We open handles to the index file and data file within an SSTableScanner and aren't participating in SSTR refcounting. SSTR.releaseReference attempts to delete these two files within the SSTableDeletingTask, giving rise to the error messages we're seeing when there's still SSTableScanners with those files open. This doesn't present on trunk in windows as FILE_SHARE_DELETE w/nio.2 allows files to be deleted w/other handles open to them transparently as in linux.
w/regards to this particular patch introducing (more) errors related to compaction and sstable deletion, it's a timing issue and there's a few ways I've experimented with to address this. All of them work but have different compromises. In order of least to most invasive:
- roll back the scoped-resource access in CompactionTask and target a scanners.close() right before
cfs.getDataTracker().markCompactedSSTablesReplaced(oldSStables, newSStables, compactionType);
This partially defeats the purpose of the earlier patch.

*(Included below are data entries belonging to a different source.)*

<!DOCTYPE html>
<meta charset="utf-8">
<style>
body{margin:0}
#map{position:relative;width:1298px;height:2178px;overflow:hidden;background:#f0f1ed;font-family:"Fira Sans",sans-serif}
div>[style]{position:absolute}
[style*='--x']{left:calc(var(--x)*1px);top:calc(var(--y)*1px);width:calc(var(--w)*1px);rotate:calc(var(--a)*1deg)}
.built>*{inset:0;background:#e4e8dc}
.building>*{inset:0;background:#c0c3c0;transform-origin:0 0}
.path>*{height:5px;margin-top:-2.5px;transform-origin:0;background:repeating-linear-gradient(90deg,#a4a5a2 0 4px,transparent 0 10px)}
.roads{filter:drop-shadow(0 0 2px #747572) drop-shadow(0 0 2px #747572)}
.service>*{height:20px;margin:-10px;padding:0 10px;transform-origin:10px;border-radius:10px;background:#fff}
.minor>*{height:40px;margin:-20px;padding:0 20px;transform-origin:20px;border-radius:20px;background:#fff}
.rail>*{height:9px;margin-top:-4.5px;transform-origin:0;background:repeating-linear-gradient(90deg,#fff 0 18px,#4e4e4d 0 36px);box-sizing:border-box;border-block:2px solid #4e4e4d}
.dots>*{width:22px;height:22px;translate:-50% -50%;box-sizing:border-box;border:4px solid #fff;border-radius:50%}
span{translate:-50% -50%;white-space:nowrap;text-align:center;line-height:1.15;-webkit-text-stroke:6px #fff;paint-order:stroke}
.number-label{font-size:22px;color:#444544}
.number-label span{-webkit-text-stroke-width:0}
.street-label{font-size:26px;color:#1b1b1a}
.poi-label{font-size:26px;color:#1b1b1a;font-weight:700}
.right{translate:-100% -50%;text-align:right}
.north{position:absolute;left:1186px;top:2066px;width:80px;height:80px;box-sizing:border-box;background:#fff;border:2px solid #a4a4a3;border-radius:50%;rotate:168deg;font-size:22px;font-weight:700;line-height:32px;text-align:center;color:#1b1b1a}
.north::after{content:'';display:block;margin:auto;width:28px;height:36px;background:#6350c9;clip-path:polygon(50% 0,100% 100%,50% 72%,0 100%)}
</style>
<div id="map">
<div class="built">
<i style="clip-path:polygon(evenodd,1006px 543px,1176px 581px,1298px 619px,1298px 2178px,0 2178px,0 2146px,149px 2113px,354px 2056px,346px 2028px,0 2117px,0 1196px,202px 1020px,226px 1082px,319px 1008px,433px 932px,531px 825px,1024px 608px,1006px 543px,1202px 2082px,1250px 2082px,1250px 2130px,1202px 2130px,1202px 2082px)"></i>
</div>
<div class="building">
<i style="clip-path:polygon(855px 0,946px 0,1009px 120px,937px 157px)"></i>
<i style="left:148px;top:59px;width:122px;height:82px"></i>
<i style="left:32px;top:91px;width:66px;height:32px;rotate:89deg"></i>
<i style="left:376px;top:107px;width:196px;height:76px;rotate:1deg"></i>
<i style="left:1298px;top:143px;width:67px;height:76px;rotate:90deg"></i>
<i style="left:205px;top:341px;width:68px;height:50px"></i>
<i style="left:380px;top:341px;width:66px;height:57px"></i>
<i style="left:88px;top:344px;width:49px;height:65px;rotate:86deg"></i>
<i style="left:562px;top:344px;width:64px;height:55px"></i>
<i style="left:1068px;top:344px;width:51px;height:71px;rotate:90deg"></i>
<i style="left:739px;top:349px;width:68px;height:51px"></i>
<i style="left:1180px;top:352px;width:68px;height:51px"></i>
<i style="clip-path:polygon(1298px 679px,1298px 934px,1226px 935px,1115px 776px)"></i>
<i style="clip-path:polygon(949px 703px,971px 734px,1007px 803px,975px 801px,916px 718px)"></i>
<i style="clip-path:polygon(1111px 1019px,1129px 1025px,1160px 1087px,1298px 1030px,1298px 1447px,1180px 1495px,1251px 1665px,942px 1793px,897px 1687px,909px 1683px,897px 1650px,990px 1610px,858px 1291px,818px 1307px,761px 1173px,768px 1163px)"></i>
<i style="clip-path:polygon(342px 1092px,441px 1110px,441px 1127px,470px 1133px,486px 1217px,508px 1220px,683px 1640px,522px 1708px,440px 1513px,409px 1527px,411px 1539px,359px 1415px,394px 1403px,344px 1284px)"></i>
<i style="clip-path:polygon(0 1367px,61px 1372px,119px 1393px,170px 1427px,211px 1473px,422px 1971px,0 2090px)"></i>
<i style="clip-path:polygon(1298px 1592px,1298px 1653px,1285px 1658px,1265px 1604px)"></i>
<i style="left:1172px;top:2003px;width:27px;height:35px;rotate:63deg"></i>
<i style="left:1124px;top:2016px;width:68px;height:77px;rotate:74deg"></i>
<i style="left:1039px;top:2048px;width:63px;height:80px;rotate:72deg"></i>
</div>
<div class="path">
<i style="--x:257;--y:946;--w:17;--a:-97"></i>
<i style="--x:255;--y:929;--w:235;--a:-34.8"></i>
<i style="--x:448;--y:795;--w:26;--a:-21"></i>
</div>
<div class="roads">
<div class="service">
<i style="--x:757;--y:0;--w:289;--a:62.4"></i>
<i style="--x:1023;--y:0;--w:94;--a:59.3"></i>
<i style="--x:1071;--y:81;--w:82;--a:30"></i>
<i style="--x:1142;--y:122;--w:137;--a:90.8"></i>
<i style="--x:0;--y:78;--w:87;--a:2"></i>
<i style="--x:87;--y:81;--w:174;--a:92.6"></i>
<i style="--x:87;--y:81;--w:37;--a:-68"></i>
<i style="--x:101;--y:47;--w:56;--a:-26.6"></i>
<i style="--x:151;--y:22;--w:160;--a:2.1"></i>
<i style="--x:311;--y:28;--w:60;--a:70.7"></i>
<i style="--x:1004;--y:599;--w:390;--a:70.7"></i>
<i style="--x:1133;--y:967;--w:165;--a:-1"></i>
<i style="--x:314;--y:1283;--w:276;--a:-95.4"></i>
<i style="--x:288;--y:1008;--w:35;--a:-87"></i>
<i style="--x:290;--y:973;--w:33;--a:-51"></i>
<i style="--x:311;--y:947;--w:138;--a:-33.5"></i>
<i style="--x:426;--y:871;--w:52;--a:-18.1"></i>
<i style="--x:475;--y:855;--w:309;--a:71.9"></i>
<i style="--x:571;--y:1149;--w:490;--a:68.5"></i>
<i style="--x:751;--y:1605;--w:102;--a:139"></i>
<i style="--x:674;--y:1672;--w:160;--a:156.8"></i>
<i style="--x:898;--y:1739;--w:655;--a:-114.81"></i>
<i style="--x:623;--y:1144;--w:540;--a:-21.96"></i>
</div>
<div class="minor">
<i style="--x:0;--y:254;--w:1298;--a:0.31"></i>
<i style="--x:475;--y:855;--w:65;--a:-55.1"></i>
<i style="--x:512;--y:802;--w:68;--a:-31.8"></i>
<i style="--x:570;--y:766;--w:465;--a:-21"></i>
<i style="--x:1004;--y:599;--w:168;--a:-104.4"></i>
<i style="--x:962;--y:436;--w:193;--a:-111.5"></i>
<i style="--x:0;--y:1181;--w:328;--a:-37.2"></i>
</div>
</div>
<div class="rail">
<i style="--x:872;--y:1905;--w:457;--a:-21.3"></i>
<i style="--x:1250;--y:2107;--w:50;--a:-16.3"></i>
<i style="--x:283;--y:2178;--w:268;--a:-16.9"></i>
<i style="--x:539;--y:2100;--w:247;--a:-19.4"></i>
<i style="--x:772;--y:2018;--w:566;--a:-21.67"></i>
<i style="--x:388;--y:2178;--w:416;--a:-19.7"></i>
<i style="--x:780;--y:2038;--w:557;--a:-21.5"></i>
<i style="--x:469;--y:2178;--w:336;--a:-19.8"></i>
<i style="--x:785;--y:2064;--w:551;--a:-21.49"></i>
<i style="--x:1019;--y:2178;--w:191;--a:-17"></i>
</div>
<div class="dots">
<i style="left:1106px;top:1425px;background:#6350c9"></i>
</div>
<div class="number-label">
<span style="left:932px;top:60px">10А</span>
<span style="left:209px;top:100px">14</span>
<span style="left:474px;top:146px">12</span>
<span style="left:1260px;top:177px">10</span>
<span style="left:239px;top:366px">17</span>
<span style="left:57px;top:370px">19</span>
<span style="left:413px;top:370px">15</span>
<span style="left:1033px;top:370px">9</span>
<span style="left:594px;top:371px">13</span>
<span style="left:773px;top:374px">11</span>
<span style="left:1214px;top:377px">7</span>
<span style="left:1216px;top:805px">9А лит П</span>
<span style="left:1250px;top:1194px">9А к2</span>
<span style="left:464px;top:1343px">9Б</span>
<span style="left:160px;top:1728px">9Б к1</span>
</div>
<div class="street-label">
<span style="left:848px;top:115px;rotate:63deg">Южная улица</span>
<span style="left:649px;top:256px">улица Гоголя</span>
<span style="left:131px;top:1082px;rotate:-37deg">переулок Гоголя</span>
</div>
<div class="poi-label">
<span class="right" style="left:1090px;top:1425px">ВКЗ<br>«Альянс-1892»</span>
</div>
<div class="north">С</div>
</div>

- move the call to markCompactedSSTablesReplaced to the end of CompactionTask.runWith after closing scope on the try block that opened them. This potentially delays said marking until stat calculation and logging is completed but scopes the resource access.

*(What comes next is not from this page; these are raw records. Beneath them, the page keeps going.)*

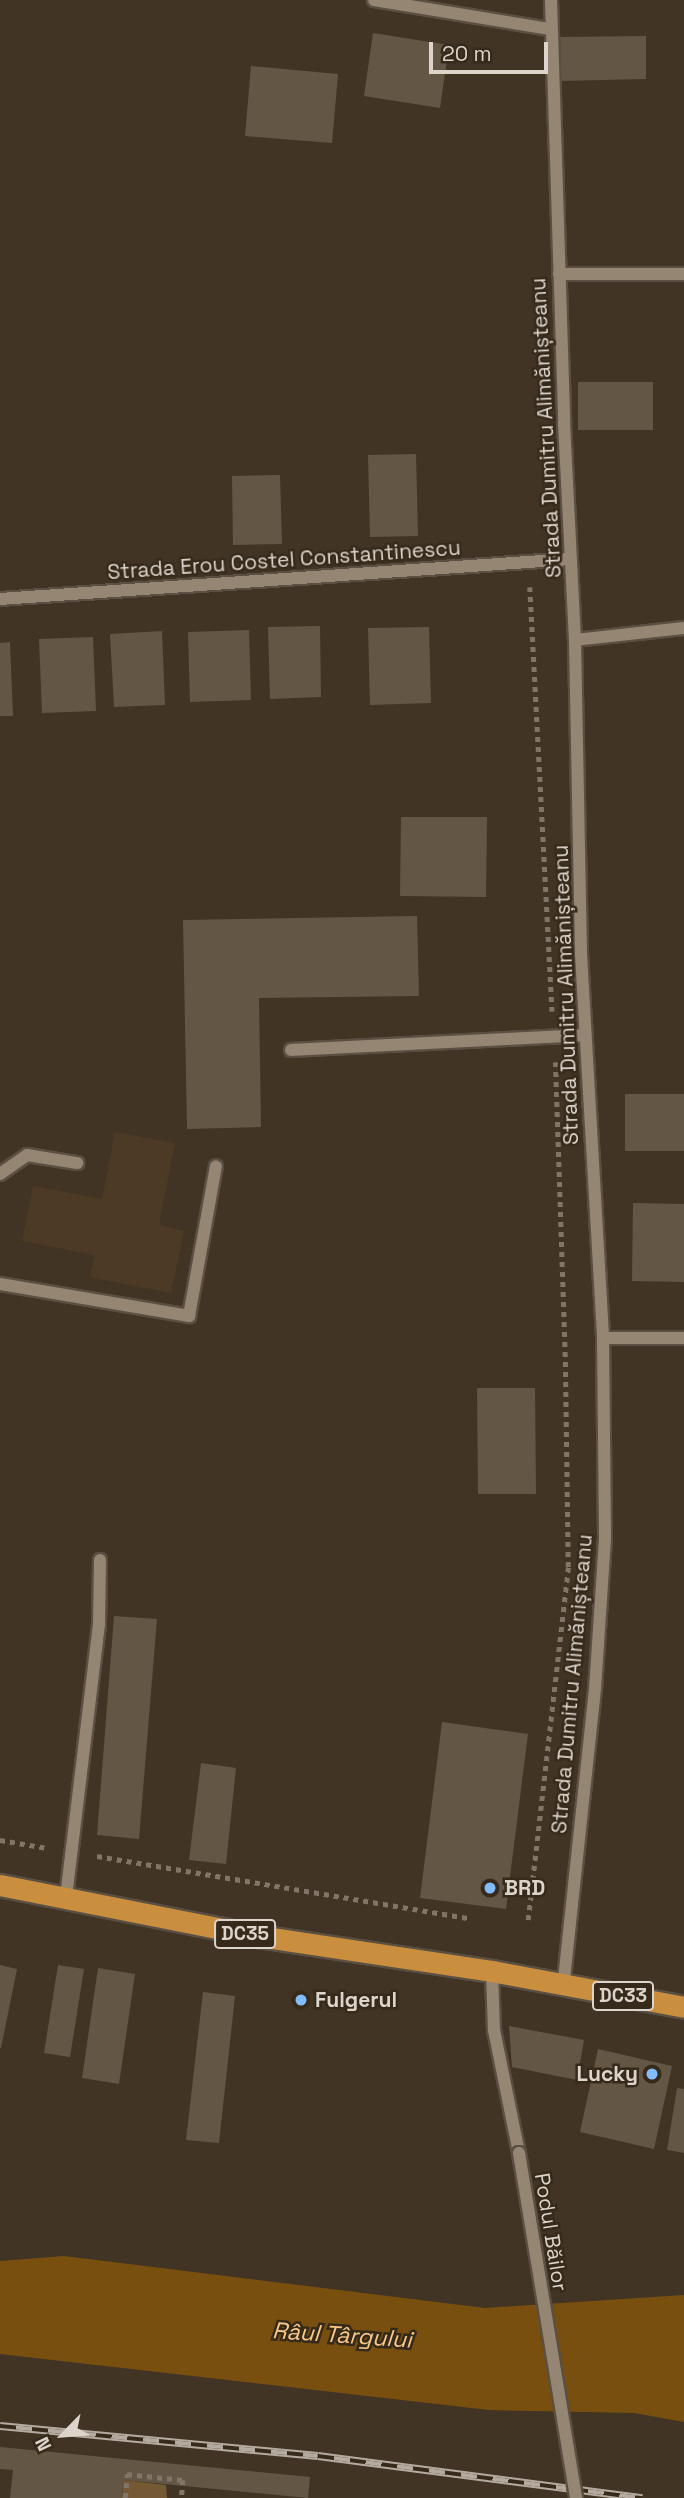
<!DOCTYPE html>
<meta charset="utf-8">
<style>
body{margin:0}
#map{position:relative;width:684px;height:2498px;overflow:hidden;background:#413424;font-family:"Space Grotesk",sans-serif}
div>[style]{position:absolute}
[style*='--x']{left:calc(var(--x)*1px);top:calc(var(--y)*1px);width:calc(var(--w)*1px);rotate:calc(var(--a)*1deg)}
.built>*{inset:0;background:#4c3a25}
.green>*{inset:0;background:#755935}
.water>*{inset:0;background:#784f0f}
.building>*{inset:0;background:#635645}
.path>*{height:4.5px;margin-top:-2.25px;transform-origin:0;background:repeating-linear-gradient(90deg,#817568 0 5px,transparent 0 10px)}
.roads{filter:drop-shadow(2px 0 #5a4f42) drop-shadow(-2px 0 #5a4f42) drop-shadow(0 2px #5a4f42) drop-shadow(0 -2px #5a4f42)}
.minor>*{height:12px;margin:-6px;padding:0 6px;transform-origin:6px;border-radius:6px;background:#958674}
.highway>*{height:21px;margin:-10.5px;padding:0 10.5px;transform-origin:10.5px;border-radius:10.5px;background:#c98f3e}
.rail>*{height:8px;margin-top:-4px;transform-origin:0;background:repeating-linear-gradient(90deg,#362a1b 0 16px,#b4aa9f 0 32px);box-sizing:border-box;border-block:2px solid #b4aa9f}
.bridges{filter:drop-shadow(2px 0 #5a4f42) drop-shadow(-2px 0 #5a4f42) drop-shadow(0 2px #5a4f42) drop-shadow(0 -2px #5a4f42)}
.minor-bridge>*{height:12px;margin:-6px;padding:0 6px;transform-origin:6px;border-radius:6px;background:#958674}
.dots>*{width:19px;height:19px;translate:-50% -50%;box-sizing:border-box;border:4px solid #362a1b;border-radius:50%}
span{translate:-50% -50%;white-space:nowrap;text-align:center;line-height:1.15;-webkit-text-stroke:5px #362a1b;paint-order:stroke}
.shield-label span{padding:2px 5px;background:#362a1b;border:2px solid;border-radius:5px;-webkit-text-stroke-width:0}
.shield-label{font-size:19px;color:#ddd4cb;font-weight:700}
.street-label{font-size:21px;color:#ddd4cb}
.poi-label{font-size:21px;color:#ddd4cb;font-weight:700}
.left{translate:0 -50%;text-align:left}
.right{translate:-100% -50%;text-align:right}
.water-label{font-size:23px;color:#fac889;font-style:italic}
.north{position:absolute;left:28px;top:2400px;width:70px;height:70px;-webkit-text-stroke:5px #362a1b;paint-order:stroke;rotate:245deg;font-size:19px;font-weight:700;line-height:28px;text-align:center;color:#ddd4cb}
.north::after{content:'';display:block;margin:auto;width:24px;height:32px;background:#ddd4cb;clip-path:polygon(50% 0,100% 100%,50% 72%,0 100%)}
.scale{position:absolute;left:429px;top:42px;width:119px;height:32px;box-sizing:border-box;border:4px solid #ddd4cb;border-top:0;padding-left:9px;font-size:21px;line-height:24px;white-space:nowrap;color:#ddd4cb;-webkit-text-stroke:5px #362a1b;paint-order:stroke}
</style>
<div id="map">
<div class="built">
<i style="clip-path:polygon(115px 1132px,175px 1143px,159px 1225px,184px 1231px,171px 1293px,90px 1277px,95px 1255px,22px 1241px,33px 1186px,102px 1199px)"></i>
</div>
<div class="green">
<i style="clip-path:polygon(123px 2480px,166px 2485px,167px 2498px,122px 2498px)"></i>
</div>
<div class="water">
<i style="clip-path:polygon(64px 2256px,485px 2308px,684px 2295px,684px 2422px,634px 2413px,489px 2410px,0 2354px,0 2261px)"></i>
</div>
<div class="building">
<i style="clip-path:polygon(373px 33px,449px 45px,440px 108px,364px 96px)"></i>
<i style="clip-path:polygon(646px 36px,646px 79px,559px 81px,558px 37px)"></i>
<i style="clip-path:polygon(251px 66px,338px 74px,332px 143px,245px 136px)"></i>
<i style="clip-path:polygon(578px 382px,653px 382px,653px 430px,578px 430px)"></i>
<i style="clip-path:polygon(416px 454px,418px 536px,370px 537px,368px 455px)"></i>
<i style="clip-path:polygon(280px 475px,282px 544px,233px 545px,232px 476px)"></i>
<i style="clip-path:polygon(320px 626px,321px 697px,270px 699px,268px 627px)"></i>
<i style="clip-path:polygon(429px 627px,431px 703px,370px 705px,368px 628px)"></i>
<i style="clip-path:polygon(249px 630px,251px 700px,190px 702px,188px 632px)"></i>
<i style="clip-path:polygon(162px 631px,165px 705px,114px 707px,110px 634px)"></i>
<i style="clip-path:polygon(93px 637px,96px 711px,42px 713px,39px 639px)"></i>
<i style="clip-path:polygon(10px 642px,13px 716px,0 716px,0 643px)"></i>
<i style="clip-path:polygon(401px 817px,487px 817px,486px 897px,400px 896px)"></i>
<i style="clip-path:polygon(417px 916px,419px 996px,259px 998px,261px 1127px,187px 1129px,183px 920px)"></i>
<i style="clip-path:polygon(625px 1094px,684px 1094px,684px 1151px,625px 1151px)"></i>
<i style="clip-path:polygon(633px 1203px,684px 1204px,684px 1282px,632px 1281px)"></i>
<i style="clip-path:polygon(477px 1388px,535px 1388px,536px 1494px,478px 1494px)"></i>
<i style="clip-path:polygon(114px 1616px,157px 1619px,139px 1839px,97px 1835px)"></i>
<i style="clip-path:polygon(442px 1722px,528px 1734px,506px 1909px,420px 1898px)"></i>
<i style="clip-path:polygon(201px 1763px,236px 1768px,226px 1864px,189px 1860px)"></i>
<i style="clip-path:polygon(0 1965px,17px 1969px,1px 2048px,0 2048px)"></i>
<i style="clip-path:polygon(58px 1965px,84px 1969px,70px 2057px,44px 2053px)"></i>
<i style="clip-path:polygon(98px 1968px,135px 1974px,119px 2084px,82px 2078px)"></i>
<i style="clip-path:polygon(203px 1992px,235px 1996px,219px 2143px,186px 2140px)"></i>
<i style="clip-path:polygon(509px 2026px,584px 2040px,577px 2080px,512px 2067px)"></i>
<i style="clip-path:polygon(598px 2049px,672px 2066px,654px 2149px,580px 2132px)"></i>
<i style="clip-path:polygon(677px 2088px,684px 2089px,684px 2153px,667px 2150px)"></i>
<i style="clip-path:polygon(0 2447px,310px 2477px,308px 2498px,123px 2480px,122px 2498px,10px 2498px,13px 2470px,0 2469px)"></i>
</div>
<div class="path">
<i style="--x:530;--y:587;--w:425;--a:87"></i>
<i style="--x:0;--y:1840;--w:48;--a:9.7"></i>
<i style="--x:97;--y:1856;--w:377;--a:9.5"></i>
<i style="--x:528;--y:1920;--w:355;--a:-83.5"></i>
<i style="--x:568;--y:1567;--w:210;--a:-90.8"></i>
<i style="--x:565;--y:1357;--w:295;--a:-91.9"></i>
<i style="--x:125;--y:2498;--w:24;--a:-85"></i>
<i style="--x:127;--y:2474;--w:56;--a:6.1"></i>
<i style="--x:183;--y:2480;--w:16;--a:94"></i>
</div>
<div class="roads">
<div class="minor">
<i style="--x:374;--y:0;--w:177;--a:9.4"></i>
<i style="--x:551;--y:0;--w:423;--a:88.2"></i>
<i style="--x:564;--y:423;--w:217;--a:87.1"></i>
<i style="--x:575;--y:640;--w:314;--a:88.9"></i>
<i style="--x:581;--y:954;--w:385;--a:86.7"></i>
<i style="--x:603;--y:1338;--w:100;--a:89.4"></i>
<i style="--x:604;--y:1438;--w:101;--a:89.4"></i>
<i style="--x:605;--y:1539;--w:150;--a:93.8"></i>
<i style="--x:595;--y:1689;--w:299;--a:96.1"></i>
<i style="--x:559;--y:274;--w:125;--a:0"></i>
<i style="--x:0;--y:599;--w:572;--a:-4.01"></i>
<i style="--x:575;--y:640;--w:110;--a:-6.3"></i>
<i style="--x:291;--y:1050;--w:294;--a:-2.9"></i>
<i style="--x:0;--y:1174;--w:33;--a:-35"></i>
<i style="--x:27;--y:1155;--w:51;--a:9.1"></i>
<i style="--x:0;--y:1284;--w:192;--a:9.6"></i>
<i style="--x:189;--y:1316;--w:152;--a:-79.8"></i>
<i style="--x:603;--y:1338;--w:81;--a:0"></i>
<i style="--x:66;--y:1897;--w:274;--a:-83.1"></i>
<i style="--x:99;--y:1625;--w:65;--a:-89.1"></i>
<i style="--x:492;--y:1971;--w:59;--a:88.1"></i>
<i style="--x:494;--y:2030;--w:126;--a:78.5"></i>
</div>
<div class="highway">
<i style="--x:0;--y:1885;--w:263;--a:11.2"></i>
<i style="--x:258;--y:1936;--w:237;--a:8.5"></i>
<i style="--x:492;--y:1971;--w:195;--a:10.6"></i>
</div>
</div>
<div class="rail">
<i style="--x:0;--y:2426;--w:319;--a:5.4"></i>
<i style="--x:318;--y:2456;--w:327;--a:7.4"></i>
</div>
<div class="bridges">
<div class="minor-bridge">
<i style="--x:519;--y:2153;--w:350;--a:80.6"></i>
</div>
</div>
<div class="dots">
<i style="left:490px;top:1888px;background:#83bcfb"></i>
<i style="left:301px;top:2000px;background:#83bcfb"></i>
<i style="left:652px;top:2074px;background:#83bcfb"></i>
</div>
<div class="shield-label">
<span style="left:245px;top:1934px">DC35</span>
<span style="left:623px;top:1996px">DC33</span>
</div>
<div class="street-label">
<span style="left:546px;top:428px;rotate:-93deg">Strada Dumitru Alimănișteanu</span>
<span style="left:284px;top:560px;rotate:-4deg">Strada Erou Costel Constantinescu</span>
<span style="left:566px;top:995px;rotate:-92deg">Strada Dumitru Alimănișteanu</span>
<span style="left:572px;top:1684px;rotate:-85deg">Strada Dumitru Alimănișteanu</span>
<span style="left:551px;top:2232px;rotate:81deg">Podul Băilor</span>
</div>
<div class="poi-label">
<span class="left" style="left:504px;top:1888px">BRD</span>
<span class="left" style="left:315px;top:2000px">Fulgerul</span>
<span class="right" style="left:638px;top:2074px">Lucky</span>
</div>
<div class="water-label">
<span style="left:342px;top:2335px;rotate:4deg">Râul Târgului</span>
</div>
<div class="north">N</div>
<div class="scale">20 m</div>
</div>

- have SSTableScanners acquireReference() and releaseReference() on their parent sstables on ctor and close() calls respectively
I have mixed feelings about all three options. I feel like option #3 is the most "correct" approach but it's also the most heavyweight by far and most prone to introduction of subtle bugs as it's imposing a new constraint on ref counting w/regards to SSTableScanner lifetimes. With regard to us trying to tighten up and reduce manual ref-counting this approach also feels like a significant step back.
For now (in 2.1.X land), I'm comfortable with rolling back the try w/resource usage on CompactionTask.runWith and then we think about this further, perhaps in a separate ticket if we feel it warranted. Digging into the unit tests on the 2.1 branch, it's apparent that this type of problem is pretty widespread on Windows as I get the same failures in many other unit tests (as far back as pre
CASSANDRA-6916 days). We may need to file these errors under "Cassandra-2.1 on Windows is beta, this is fixed on trunk", keeping in mind that these issues resolve once the scanners are closed. Might be worth considering dropping the logging severity on deletion failure from error to warn as it's going to be common on 2.1 currently.
Having said that - option 3 has a pretty profound impact on the 2.1 branch w/regards to Windows:
$ grep 'Unable to delete' 2.1_head.testresults | wc -l
$ grep 'Unable to delete' opt3_heavy.testresults | wc -l
We go from 9 actual test failures to 8 w/this change on Windows, and all currently passing unit tests continue to pass as expected on linux. I put in some logic to check if we use an SSTableScanner after the corresponding SSTR goes through the tidy process and, at least in all our unit tests, we don't appear to try and use a scanner after deleting the underlying SSTR.
Attaching both a conservative (option 1) and invasive (option 3) patch. My vote's for 1 but think there's merit in considering the implications of 3 and our current refcounting (and the meta purpose it serves).